ヤマネコ-ノ-ツガイ【アッシュ】BANANAFISH
第12章 遥かなる旅路
洋服を近くのフェンスに干し終えて、いつものスペースに戻る。
そろそろ靴磨きに出かける時間になったので、必要なものを持って出掛けた。
最近は、時々二手に別れて仕事をすることもあったのでひとりで靴磨きをすることには慣れていたが隣にアスランがいないのは、やはり少し寂しい。
「よろしく頼むよ。
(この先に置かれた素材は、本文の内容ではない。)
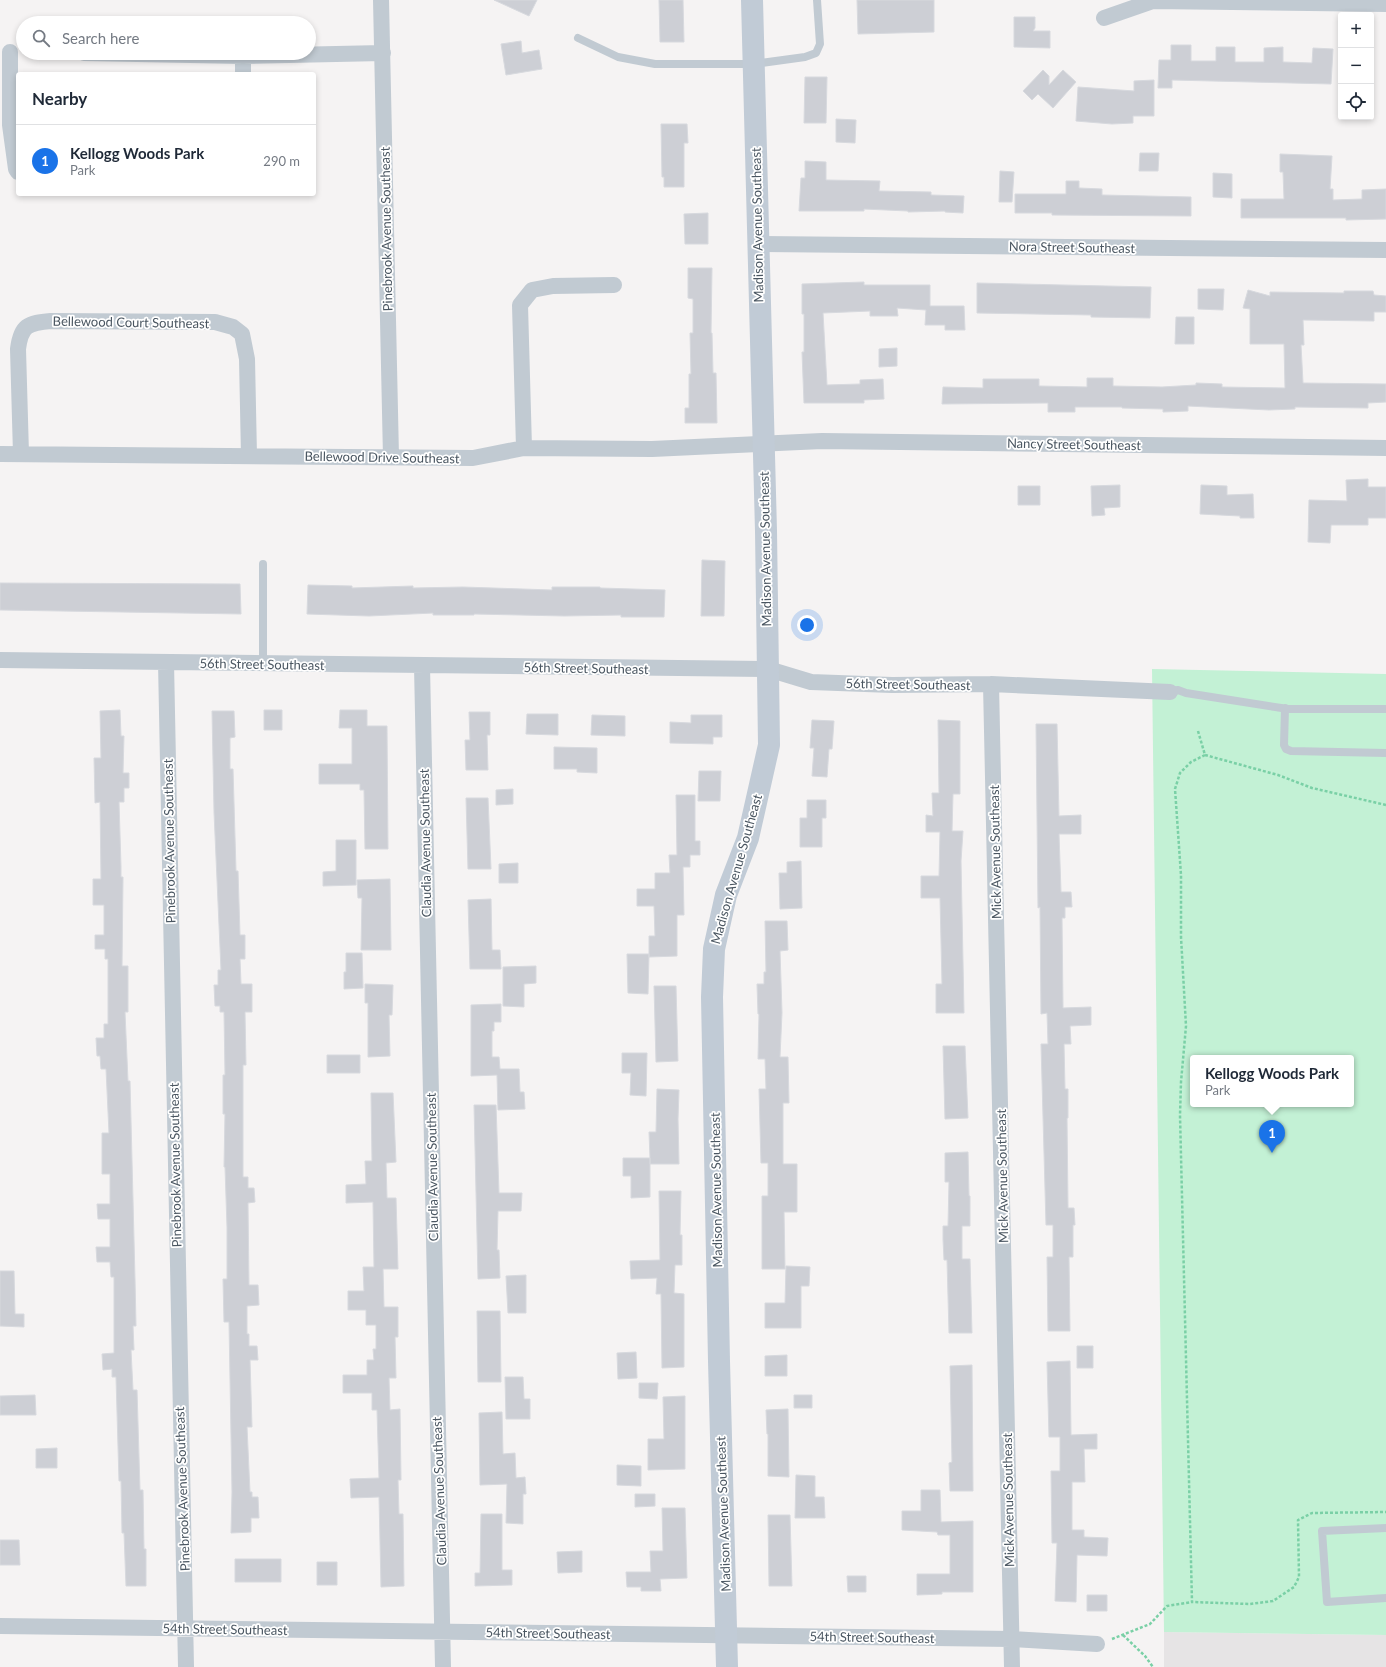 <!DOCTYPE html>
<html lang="en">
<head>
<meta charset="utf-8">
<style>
  body { margin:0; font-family:Lato,sans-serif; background:#f2f2f3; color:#1f2937 }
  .controls { position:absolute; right:12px; top:12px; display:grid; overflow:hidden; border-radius:4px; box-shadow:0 2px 6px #0003 }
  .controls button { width:36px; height:36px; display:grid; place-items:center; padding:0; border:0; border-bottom:1px solid #e0e1e3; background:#fff; color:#1f2937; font:20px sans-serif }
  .you { position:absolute; left:807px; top:625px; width:14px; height:14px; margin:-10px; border:3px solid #fff; border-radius:50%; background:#1a73e8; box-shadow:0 0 0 6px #1a73e833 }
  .badge { display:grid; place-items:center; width:26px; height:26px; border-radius:50%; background:#1a73e8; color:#fff; font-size:13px; font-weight:700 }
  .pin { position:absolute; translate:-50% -33px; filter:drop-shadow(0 1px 2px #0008) }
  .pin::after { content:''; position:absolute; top:21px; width:14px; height:12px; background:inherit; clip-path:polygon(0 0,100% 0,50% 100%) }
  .popup { position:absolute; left:1190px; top:1055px; width:164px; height:52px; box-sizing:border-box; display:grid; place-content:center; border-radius:4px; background:#fff; filter:drop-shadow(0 1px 3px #0005); font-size:13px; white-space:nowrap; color:#747a83 }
  .popup b { font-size:15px; color:#1f2937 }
  .popup::after { content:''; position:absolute; left:50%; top:100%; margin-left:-8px; border:8px solid transparent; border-top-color:#fff }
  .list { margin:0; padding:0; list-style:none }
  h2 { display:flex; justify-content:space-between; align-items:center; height:52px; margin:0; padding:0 16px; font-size:17px }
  h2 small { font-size:13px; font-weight:400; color:#747a83 }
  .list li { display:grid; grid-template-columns:26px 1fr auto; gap:12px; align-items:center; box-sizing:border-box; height:72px; padding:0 16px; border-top:1px solid #e0e1e3 }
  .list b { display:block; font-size:15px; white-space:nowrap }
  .list p { margin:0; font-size:13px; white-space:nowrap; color:#747a83 }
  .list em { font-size:13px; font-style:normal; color:#747a83 }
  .icon { flex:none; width:22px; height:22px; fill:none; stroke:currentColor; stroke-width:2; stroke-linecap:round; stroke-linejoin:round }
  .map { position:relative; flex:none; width:1386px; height:1667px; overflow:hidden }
  .search { position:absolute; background:#fff; box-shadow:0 2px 6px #0003; left:16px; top:16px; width:300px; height:44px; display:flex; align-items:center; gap:10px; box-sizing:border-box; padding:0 14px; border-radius:22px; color:#747a83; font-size:15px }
  .panel { position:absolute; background:#fff; box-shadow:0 2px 6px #0003; left:16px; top:72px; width:300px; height:124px; border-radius:4px }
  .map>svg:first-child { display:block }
  .education { fill:#e6e4e5 }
  .green { fill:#c3f1d5; fill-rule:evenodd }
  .building { fill:#cdcfd5; stroke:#d7d9de }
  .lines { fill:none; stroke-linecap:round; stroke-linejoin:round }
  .path { stroke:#7ad0a6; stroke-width:2.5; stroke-dasharray:3 2; stroke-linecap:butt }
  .lane { stroke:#c1cad2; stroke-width:8 }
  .street { stroke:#c1cad2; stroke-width:16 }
  .secondary { stroke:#c1cbd6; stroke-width:22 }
  .labels { text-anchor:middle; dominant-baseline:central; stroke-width:3.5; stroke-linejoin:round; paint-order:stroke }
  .street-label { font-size:13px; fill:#4a5661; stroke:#fff }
</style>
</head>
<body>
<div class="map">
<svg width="1386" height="1667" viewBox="0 0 1386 1667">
  <rect width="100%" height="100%" fill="#f5f3f3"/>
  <path class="education" d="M1164,1632L1386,1635V1667H1164Z"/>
  <path class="green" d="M1152,669L1386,674V1635L1164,1632ZM1193,1058H1351V1104H1193Z"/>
  <path class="building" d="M494,0H537L529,16Z
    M659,0H683L684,42H660Z
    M857,0H934V32L858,34Z
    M1014,17H1035V28L1033,31H1050V48L1014,47Z
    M521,41L522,53L539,50L542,69L506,75L501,44Z
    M1171,45H1191V61H1216V47H1235V62H1264V48L1283,47V62L1312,63L1313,48L1333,49L1331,84L1172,80V88H1158L1159,60H1171Z
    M1043,70L1049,76V85L1063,70L1076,82L1053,108L1038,94L1032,100L1023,91Z
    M805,77H827L826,123H804Z
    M1154,80V116H1133V123L1112,124L1076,121L1078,87L1134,91V81Z
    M836,119L856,120L855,143L836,142Z
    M661,124H687L688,143H684V187H664V177H662Z
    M1140,153H1159L1158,171H1139Z
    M1280,154L1332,156L1330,189H1333V200L1362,199V190L1386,189V219L1346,220V218H1241V199H1284L1283,172H1280Z
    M805,161L826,162V180L880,181L879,191L931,192V195L964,196L963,213L945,212V211L908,212V211L864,209V211H799L801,178H805Z
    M1000,171L1014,172L1012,202H999Z
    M1213,173L1232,174V198L1213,197Z
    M1066,181H1079V188L1102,189V195L1191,197V216L1052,215V213H1015V194H1066Z
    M708,213V244H685L684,214Z
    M688,268H712L711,333H712L713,373H716L717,423H685V408H689V374H691L690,333H693V299L688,298Z
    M864,282V285H930V306H964L965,330H945V325H925L926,310L897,308L898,316H870V311L823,313L827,385L860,384V380L883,379L884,399L864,400V403H804L802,352H804V314H802V284Z
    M977,283L1151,287L1150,318L1091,317V315L977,313Z
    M1198,289H1224L1223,310L1198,309Z
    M1248,290L1270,296V292L1344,293V291H1373L1374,295L1386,296V312H1374V321L1303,320L1304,345H1301L1303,383L1386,384V402L1368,403V408L1295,407V409L1269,410L1188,406V411L1163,412V409L1122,408V407H1075V412H1048V403L942,404L943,387L983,388V379H1039V386L1087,387V378H1113V386L1162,387L1196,385V383L1222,384V387L1285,388L1284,344H1250V309L1243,308Z
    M1176,317H1194V344H1175Z
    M897,348V366L879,367V349Z
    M1368,479V487H1386V518H1368V525H1331L1330,543L1308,542L1309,500L1347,501L1346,480Z
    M1120,485V507L1104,508L1105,515L1092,516L1091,486Z
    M1201,485L1227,486V495L1253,494L1254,518H1240V516L1200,514Z
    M1018,486H1040V505H1018Z
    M702,560L725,561L724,616H701Z
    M0,583L240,584L241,614L0,610Z
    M308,585L352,586V588L413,586V588L463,587L552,590V587H600V588L665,590L664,617H621V615L564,616L474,614V615H433V613L369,616L307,614Z
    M120,710L121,736H124L123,773H129V788H124V802H119L121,867V877H123L122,966H128V1012H125L128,1081H130L135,1279L136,1326H133L134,1350H131L133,1390H137L140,1490H143L144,1549H146V1586H126L124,1533H122L121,1481H119L116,1377H112V1369L103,1370L102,1354L114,1353V1277H111L110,1262H97L96,1247H110V1219H98L97,1204H110V1174H102V1133H109L106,1069H101L100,1056H97L96,1038H104V1024H108V959H105V949H95V935H104V905H93V879H101L100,802L95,803L94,758H101L100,711Z
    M264,710H282V730H264Z
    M340,710H367V726H387L388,849H365L364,790H360V784H319V764H352V728H339Z
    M212,711H234L235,737L230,738V769H233L236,871H238L240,935H245V959H240L241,984H252V1012H245L246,1065H243V1177H248V1188H254L255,1202L248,1203L249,1285H258L259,1305L247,1306V1334H249V1346H257L258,1360H250L252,1427H247L250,1492H252V1497H258L259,1518H251V1532L231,1533L232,1492L229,1322H224L223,1279H227V1227L225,1167H224L225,1114H223V1075H225L224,1012H220V1006H215L214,985H218V970H221L214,812Z
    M469,712H490V735H487L488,770H466L465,740H470Z
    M527,714H558V735L526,734Z
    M592,715L625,716V736L591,735Z
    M691,715H722V737H713V744L670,743V722L691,723Z
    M812,720L834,721L832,749H829L827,777L812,776L814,748H810Z
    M938,720L960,721V794H953L952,831H963L961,861L964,1013H936V984H942L940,898H921V876H939L940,832H926V815L933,816L932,793H939Z
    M1036,724H1057L1059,816L1081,815V834H1059L1061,892H1071L1072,907H1065V918H1062L1063,1008L1091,1007V1025L1070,1026L1071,1044H1064L1065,1089H1068V1118H1067L1068,1208H1074L1075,1225H1073V1257H1069L1070,1331H1048L1047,1257H1053V1225H1046L1041,1044H1048L1047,1013L1041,1014L1040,907L1038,908Z
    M554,747L597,748V773L577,772V769H554Z
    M699,771H721L720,801H698Z
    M513,789V804L496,805V790Z
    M676,795H695V841H700V855H690V867H683L684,915H677V956L649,957V936H655L654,906H637V889H655V873H670L669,855H677Z
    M466,798H488L491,869H468Z
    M807,800H826V818H822V847H800V818H807Z
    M336,840H356V885L323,886V872L336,871Z
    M801,861L802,908L780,909L779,873H787V862Z
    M518,863V883H499V864Z
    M390,879L391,950H361L362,898H358L357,880Z
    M491,899L492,950H500L501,969H470L468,900Z
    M765,921H787L788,950L780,951L782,1013L780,1057H788L789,1103H783V1164H797V1212H784L785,1269H762V1196H768V1163H761L759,1089H766L765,1059H758L759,1014H758L757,984H764V972H766Z
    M346,953H362L363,988L344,989V972H346Z
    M627,954H649L648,994L628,993Z
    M536,966V983L524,984V1007L503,1006V967Z
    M365,984L393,985L392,1015H389L390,1056L368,1057V1003H365Z
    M654,986H676L678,1061L656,1062Z
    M501,1004V1022H494V1031H492V1057H499L500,1069H519L520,1092H524L525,1109L498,1110L497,1075L471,1076V1005Z
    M943,1046H965L968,1118L945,1119Z
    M622,1053H647L646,1096L630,1095L631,1073H622Z
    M327,1055H360V1073H327Z
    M657,1089L679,1090L678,1119L679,1164H650V1158V1197L631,1198V1176H623V1158H650L649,1132H656Z
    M371,1093H393L396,1162L386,1163L387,1198H396L398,1269H383L384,1307H398V1337H395L396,1378H389L390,1410L400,1409L401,1480H398L399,1514H403L404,1586L381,1587L379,1497L351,1498L350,1479L379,1478L377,1410H372V1393H343V1375H367V1360H374L373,1349H376V1325H366V1310H348V1291H364L363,1267H374L373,1202L346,1203V1185L366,1184L365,1161H372Z
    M474,1105H496L499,1193H522L521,1211H498L497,1250H499L500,1278L478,1279Z
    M968,1152L969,1196H970V1226H962V1259H970L972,1333H949L947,1260H944L943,1239V1226H948L949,1182H945V1153Z
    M659,1191H681L680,1235H682V1265H675L674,1293L684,1294V1367L662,1368L661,1294H656L657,1278L631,1279L630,1261L660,1260Z
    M786,1266L810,1267L809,1286H801V1328H765V1303H785Z
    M0,1271H14L15,1314H24V1327L0,1326Z
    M526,1275V1313H508L506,1276Z
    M477,1311H500L501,1382H478Z
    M1077,1346H1093V1368H1077Z
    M636,1352L637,1378L618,1379L617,1353Z
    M787,1355V1376H765V1356Z
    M1070,1361L1071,1435L1097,1434V1449H1084L1085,1482H1072V1530H1084V1537L1108,1538L1107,1556L1077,1555L1076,1602L1055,1601L1057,1543H1052L1051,1471H1060V1437H1049L1047,1362Z
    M972,1365L973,1491H950L949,1463L952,1462L950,1366Z
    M505,1377H523L524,1399H530V1419H506Z
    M639,1383H658L657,1399L639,1398Z
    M35,1395L36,1415H0V1396Z
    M794,1395H812V1408H794Z
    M685,1396V1469L648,1470V1439H664L663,1397Z
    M788,1409L789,1477L768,1476V1434H767L766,1410Z
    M502,1412L503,1454L515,1453L516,1478L525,1477L526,1494H523V1524L506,1523L507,1484L480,1485L479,1413Z
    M57,1448V1468H36V1449Z
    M617,1465L641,1466V1486L617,1485Z
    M796,1475L815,1476V1497H824L825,1518H795Z
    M921,1490H940L941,1522L973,1521V1592H942V1594L917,1595V1574H950V1535H938L937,1532L902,1530V1511H921Z
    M635,1494H655V1506L635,1507Z
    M662,1508H685L687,1578L660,1579L661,1591H641V1587H627L626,1572H651L650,1551H663Z
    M481,1514H502V1570H512V1585L475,1586V1573H480Z
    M768,1515H790L792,1586H769Z
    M0,1540H19L20,1565H0Z
    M582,1551V1572L558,1573L557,1552Z
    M235,1559H281V1582H235Z
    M317,1562H337V1585H317Z
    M847,1576H866V1592H848Z
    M1087,1595H1107V1611H1087Z"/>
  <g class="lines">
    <path class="path" d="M1198,731L1205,755L1278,775L1312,788L1386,805
      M1205,755L1191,762L1180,773L1175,789L1181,875V937L1186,1026L1181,1082L1180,1115L1192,1602L1250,1604L1273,1601L1294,1587L1299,1577L1298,1520L1312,1513L1386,1512
      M1123,1635L1145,1656L1153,1667
      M1112,1639L1150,1624L1167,1606L1192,1602"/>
    <path class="lane" d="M578,38L618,57L655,64H754L805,57L816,53L820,44L817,0
      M263,564V664
      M1170,692L1178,690L1186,693L1288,709H1386
      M1285,708L1284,745L1286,749L1291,751L1386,753
      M1386,1528L1322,1531L1327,1602L1386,1598"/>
    <path class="street" d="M381,0L391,457
      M1104,18L1153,1L1386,4
      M10,52V125L16,169L18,172
      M84,53L243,56L383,53
      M243,74V56
      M758,244L1386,250
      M524,448L520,305L532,290L553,286L614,285
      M0,454L473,458L524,448L652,449L822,441L1386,448
      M21,454L18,349C21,325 28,323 51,321L215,322L233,327L242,334L247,359L249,456
      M0,660L768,669L811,682L892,685L991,684L1170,692
      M166,662L186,1667
      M422,666L443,1667
      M991,684L1012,1667
      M0,1626L1011,1639L1097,1644"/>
    <path class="secondary" d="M727,1667L719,1361L712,997L714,949L726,895L748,838L769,745L766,531L752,0"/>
  </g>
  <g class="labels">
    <g class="street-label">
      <text transform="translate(757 225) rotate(-91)">Madison Avenue Southeast</text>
      <text transform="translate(386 229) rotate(-91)">Pinebrook Avenue Southeast</text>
      <text transform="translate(1072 247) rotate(1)">Nora Street Southeast</text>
      <text transform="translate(131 322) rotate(1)">Bellewood Court Southeast</text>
      <text transform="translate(1074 444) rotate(1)">Nancy Street Southeast</text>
      <text transform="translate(382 457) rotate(1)">Bellewood Drive Southeast</text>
      <text transform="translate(765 549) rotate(-91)">Madison Avenue Southeast</text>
      <text transform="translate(262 664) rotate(1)">56th Street Southeast</text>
      <text transform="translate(586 668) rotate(1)">56th Street Southeast</text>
      <text transform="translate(908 684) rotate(1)">56th Street Southeast</text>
      <text transform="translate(169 841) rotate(-91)">Pinebrook Avenue Southeast</text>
      <text transform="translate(425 843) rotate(-91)">Claudia Avenue Southeast</text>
      <text transform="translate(995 852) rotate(-91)">Mick Avenue Southeast</text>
      <text transform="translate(736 869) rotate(-74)">Madison Avenue Southeast</text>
      <text transform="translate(175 1165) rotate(-91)">Pinebrook Avenue Southeast</text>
      <text transform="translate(432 1167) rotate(-91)">Claudia Avenue Southeast</text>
      <text transform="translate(1002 1176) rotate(-91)">Mick Avenue Southeast</text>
      <text transform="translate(716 1190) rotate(-91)">Madison Avenue Southeast</text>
      <text transform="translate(182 1489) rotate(-92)">Pinebrook Avenue Southeast</text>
      <text transform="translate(439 1491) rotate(-92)">Claudia Avenue Southeast</text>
      <text transform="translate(1008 1500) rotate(-91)">Mick Avenue Southeast</text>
      <text transform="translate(723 1514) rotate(-92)">Madison Avenue Southeast</text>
      <text transform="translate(225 1629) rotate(1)">54th Street Southeast</text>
      <text transform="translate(548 1633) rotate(1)">54th Street Southeast</text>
      <text transform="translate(872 1637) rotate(1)">54th Street Southeast</text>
    </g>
  </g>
</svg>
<div class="controls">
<button>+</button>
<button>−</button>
<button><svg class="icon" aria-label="locate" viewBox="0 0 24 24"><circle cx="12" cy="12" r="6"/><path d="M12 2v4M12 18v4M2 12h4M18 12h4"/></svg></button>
</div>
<div class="you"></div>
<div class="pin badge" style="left:1272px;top:1153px">1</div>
<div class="popup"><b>Kellogg Woods Park</b>Park</div>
<div class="search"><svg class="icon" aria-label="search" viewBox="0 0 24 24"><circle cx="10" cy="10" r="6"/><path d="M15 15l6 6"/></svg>Search here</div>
<section class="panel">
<h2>Nearby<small></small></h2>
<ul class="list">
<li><span class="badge">1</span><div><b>Kellogg Woods Park</b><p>Park</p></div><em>290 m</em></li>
</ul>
</section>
</div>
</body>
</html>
」
『はい!』
最初のお客さんがきて、仕事が始まった。
今日も順調だ。
この分ならまた2人でホットドッグを食べられるかもしれない。
お金をたくさんもらえた時には2人であのホットドッグを食べに行っていた。
ぼんやりそんなことを考えていると、
「やあ、お願い出来るかな?」
今までに何度か声を掛けてくれた恰幅のいい男の人がいた。
『はい!』
私はいつも通り丁寧に靴を磨きあげる。
するとその男はあらゆるポケットに手をやり探ると申し訳なさそうにこう言った。
「ああ、悪いね。財布を車に置いてきてしまったよ。すぐ近くだからキミも一緒に来てくれないか?ほら、逃げると思われたら嫌だから。」
『あ、わかりました。』
私はすぐ戻るしいいか、と靴磨きのタオルや道具を置いたまま立ち上がり着いていく。
そこには確かに車があった。
「ここだよ、いやそれにしても今日は暑いな。キミもすごい汗だよ。エアコンを付けてあげるから少し涼んで行くといい。」
後部座席を開けて、トンと背中を押される。
確かに汗をかいていたので、少しならと乗り込んだ。
ガチャ
『え?』
男は運転席へ移動したかと思うと、ロックを掛けた。
そしてすぐにエンジンをかけると、発車してしまう。
『…えっ…あの…!』
流れる景色を横目に私は焦って男に話しかける。
「…ふははは!…お嬢ちゃん、知らない人の車に簡単に乗っちゃうなんて悪い子だな!」
『あの、…っ、おろ、降ろしてください!!』
運転席へ身を乗り出すと、肩を乱暴に押されてシートに戻される。
「黙れ!大人しくしてろ!!イイとこに連れてってやるからよォ!」
『…ど、どうしよう、アス、ラン…』
全身がガタガタと震える。
うわ言のようにアスランの名前を呼び続けた。
そんな私をミラー越しに見ると、男はニヤリと笑った。